We have the ability to send messages from the brain through the nervous system to our muscles. The Alexander Technique teaches how to use this ability more effectively, resulting in more efficient functioning of the muscular system.

Primary control

The relationship among the head, neck and back is what F.M. Alexander called the primary control. The quality of that relationship, compressed or free, determines the quality of our overall movement and functioning.


Benefits experienced by people who study the Alexander Technique include:

Pain relief

A leading contributing factor of musculoskeletal pain (and often its underlying cause) is unrecognized patterns of excess tension.  People tend to respond to pain by tensing further which usually exacerbates discomfort. Because it teaches how to recognize and unlearn these habitual patterns, the Alexander Technique is known for its effectiveness in relieving neck, back, and joint pain for the long-term.

Skill enhancement

Athletes – amateur and professional – use the Technique to improve strength, increase endurance, enhance flexibility and increase speed and accuracy of responsiveness. Performing artists (actors, singers, dancers, musicians) apply the principles to enhance freedom of movement, relieve performance anxiety and improve concentration and stage presence. Public speakers use it to improve vocal projection and overall voice quality. Those in business find it enhances presentation skills and increases confidence.

Improved ability to deal with stress

By teaching how to respond to any stimulus with less tension, the Alexander Technique enables you to better handle life’s stresses.

Who was Alexander?

Frederick Matthias Alexander (1869-1955) was a Shakespearean actor challenged by a recurring voice problem. Chronic hoarseness interrupted his burgeoning career and he frequently lost his voice while performing. Because doctors found nothing wrong with his vocal mechanism, he reasoned that the cause might be related to how he was using his voice.  After years of rigorous self-observation and experimentation, he found what he was doing that was causing the problem and figured out how to speak without those habitual patterns of tension.  He then no longer experienced vocal problems, regained a full, rich voice and returned to the stage.  His posture and overall coordination improved and he no longer had the problems with breathing that he had experienced since childhood.
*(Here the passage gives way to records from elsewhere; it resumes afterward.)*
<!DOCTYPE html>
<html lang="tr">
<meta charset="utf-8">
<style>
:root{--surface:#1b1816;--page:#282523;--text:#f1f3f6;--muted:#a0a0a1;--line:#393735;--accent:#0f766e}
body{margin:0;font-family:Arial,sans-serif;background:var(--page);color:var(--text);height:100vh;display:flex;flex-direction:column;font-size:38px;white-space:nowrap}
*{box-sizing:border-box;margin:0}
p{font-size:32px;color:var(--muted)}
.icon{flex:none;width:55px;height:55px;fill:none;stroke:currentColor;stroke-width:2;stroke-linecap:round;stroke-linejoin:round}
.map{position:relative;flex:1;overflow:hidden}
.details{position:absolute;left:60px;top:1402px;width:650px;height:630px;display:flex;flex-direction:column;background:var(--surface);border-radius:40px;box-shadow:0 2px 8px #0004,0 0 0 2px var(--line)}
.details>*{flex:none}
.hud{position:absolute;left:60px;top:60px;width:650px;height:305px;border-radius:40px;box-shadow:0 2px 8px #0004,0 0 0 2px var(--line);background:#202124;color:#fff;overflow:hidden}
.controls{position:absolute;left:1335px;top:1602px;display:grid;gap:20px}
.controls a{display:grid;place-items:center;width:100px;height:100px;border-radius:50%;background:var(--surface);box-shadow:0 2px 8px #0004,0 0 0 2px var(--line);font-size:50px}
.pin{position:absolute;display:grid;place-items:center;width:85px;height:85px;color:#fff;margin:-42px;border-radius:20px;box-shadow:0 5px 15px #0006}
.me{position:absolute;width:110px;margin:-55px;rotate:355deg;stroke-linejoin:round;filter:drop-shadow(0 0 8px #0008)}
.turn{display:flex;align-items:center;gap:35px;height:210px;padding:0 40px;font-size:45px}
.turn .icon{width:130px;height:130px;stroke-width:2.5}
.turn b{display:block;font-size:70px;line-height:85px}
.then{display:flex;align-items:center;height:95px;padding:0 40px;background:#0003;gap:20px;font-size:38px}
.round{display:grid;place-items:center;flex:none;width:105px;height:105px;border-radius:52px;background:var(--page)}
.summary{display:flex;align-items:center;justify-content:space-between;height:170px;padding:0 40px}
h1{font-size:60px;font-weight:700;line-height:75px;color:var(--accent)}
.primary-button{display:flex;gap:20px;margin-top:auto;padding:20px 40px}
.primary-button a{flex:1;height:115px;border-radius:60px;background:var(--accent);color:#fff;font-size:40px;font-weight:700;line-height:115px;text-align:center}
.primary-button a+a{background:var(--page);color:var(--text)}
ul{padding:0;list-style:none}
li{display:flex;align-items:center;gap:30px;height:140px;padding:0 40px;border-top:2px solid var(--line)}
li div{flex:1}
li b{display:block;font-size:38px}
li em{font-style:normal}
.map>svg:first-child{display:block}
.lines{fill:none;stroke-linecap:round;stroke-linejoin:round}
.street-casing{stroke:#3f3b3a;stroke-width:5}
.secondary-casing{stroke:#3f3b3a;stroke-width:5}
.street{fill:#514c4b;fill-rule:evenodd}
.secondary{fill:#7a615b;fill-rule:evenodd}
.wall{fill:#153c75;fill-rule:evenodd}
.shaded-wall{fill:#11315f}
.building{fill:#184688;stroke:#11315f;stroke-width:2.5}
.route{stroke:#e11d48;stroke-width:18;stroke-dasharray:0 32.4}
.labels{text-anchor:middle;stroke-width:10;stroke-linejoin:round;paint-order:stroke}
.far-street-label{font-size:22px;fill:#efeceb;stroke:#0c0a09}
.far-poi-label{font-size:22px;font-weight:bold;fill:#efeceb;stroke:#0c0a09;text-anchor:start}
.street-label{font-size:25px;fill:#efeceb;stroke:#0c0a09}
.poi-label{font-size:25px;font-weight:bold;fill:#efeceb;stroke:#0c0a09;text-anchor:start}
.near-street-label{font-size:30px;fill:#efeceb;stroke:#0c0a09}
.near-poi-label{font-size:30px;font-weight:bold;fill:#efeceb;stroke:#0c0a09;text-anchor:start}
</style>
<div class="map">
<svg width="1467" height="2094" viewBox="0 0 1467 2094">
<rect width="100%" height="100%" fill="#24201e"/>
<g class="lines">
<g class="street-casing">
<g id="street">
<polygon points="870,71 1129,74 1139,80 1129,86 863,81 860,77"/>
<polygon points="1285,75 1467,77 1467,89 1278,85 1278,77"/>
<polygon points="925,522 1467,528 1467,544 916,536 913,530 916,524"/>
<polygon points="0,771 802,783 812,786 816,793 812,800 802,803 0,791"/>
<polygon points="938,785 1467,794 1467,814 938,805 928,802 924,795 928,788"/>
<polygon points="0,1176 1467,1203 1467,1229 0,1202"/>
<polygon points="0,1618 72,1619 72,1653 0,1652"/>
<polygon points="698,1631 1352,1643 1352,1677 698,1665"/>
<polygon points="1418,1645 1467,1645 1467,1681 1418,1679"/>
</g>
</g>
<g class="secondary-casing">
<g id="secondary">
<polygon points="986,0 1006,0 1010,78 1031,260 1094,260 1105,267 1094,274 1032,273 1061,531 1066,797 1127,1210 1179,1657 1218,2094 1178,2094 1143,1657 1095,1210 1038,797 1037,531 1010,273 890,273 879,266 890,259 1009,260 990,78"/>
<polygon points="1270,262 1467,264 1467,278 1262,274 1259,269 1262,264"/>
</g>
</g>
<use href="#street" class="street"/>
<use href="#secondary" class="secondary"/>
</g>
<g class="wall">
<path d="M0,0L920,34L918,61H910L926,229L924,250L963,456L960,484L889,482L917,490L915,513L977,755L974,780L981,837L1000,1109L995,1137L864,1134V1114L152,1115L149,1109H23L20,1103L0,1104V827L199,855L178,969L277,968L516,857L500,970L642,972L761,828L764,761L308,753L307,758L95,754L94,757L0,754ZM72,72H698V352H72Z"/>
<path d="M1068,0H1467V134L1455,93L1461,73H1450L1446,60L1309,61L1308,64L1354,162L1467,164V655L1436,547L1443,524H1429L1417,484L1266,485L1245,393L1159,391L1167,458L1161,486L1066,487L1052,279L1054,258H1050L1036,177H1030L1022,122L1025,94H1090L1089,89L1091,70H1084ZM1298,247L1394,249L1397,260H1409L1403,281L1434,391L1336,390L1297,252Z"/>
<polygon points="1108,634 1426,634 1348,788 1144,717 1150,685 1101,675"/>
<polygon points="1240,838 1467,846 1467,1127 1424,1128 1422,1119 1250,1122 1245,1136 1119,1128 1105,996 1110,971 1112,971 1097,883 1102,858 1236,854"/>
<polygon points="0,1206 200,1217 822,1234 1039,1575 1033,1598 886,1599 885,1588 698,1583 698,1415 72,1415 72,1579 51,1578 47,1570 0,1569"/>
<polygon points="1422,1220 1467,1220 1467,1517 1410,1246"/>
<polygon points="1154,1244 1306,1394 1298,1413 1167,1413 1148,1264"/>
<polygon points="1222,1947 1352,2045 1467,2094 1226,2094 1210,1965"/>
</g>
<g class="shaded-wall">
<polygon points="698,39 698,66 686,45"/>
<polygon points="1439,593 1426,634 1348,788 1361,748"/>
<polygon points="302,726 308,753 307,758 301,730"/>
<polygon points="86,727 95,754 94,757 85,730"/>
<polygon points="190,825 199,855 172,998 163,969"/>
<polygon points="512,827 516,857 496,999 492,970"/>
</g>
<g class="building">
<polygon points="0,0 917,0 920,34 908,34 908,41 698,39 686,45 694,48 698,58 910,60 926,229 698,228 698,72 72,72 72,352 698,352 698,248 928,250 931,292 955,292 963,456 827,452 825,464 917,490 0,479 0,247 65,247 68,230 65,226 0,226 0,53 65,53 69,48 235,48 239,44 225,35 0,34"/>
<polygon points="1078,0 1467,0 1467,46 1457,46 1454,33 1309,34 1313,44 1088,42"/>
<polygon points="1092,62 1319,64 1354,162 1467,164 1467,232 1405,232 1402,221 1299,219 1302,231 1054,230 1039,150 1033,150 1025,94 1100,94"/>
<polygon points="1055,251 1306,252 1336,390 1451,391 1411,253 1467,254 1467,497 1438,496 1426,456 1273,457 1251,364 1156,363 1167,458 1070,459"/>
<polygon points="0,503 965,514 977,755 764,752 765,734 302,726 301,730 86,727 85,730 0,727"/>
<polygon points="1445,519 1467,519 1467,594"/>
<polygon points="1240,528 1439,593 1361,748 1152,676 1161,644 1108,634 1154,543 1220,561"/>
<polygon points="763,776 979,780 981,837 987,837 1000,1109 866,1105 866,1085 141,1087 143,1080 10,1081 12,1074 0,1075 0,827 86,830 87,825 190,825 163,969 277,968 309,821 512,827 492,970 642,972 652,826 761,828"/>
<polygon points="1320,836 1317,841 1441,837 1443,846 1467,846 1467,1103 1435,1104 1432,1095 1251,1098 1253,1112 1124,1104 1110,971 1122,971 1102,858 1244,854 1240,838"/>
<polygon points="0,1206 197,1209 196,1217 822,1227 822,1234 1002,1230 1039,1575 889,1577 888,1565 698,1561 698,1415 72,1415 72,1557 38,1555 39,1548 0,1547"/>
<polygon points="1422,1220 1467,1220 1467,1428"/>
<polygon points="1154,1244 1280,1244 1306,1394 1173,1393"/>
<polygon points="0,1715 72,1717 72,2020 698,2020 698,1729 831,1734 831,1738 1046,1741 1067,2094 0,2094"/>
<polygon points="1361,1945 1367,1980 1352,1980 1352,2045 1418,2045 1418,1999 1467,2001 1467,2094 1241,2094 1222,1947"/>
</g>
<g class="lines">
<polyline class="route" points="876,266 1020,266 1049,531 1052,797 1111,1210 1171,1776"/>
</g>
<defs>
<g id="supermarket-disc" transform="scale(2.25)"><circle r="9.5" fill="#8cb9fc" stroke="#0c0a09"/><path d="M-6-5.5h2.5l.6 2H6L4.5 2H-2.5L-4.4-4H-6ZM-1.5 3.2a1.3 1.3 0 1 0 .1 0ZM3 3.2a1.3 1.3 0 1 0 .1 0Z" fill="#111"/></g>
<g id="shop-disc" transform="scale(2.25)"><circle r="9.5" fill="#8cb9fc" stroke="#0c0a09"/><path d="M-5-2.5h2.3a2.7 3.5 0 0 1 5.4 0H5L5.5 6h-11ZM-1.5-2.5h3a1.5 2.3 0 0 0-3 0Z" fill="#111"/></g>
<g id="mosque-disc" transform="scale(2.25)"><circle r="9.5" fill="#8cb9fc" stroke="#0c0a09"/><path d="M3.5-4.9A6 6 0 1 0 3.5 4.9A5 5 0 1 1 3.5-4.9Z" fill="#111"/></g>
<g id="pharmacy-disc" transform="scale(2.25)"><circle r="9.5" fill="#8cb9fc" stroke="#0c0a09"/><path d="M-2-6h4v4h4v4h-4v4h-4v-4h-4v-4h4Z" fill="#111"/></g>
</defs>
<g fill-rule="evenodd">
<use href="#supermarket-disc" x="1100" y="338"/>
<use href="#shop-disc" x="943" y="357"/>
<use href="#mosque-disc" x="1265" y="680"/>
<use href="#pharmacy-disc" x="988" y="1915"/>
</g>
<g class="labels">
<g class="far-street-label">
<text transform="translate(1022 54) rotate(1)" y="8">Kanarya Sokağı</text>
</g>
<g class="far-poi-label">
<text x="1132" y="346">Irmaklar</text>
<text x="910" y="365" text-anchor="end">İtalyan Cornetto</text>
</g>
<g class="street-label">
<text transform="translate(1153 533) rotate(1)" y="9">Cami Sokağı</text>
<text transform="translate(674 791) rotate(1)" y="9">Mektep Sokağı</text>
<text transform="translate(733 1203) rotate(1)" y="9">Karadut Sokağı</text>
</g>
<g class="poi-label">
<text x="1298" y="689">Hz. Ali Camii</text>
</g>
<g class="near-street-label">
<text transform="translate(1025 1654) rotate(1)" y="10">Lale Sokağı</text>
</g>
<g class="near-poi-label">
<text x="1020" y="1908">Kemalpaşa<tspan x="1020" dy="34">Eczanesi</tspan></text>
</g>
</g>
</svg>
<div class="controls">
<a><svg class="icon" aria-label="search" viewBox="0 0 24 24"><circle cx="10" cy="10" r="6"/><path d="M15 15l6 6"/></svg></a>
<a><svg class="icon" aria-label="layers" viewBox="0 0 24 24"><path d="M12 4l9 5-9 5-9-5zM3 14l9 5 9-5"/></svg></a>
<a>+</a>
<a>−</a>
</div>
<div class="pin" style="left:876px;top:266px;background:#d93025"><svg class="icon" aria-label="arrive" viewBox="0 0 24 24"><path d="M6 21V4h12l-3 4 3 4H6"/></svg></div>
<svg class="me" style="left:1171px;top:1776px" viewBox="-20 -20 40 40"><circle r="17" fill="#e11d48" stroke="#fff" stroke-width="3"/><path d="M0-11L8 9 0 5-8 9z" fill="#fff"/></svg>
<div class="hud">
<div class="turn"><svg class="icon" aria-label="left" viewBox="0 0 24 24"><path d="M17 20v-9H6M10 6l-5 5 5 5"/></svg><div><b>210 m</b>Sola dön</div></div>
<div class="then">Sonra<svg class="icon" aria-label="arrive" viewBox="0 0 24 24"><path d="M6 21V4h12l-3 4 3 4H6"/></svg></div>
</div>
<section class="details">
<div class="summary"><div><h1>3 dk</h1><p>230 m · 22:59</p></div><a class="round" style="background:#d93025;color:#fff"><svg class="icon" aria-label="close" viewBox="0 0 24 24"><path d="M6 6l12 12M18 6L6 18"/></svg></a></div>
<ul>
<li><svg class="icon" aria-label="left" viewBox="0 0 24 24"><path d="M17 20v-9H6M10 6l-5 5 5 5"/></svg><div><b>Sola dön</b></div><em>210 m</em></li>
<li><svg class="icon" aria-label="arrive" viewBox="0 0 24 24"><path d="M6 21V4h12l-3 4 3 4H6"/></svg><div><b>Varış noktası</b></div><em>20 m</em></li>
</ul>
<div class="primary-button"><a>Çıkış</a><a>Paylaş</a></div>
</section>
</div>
Alexander continued to develop his technique, exploring the relationship of habit, thought and perception to human movement and functioning.  He taught his discoveries to other actors with such success that doctors began referring to him patients with various breathing and coordination problems. As word of his success spread, people came to study with him from various places around the world.

With more people interested in studying with him than he could teach, he developed a training program to enable people to teach it to others.  Over 100 years later, there are now thousands of certified teachers across the world trained in programs closely based on his.

Alexander’s discoveries evolved into core principles, the basis of his practical educational method. Students of the Technique today are as varied as the disciplines that have been influenced by this work: education, medical rehabilitation, skill development, stress management, the performing arts and athletic skill enhancement.


Jennifer graduated in 2010 from the Urbana Center for the Alexander Technique (Urbana, IL) under the instruction of Joan and Alex Murray.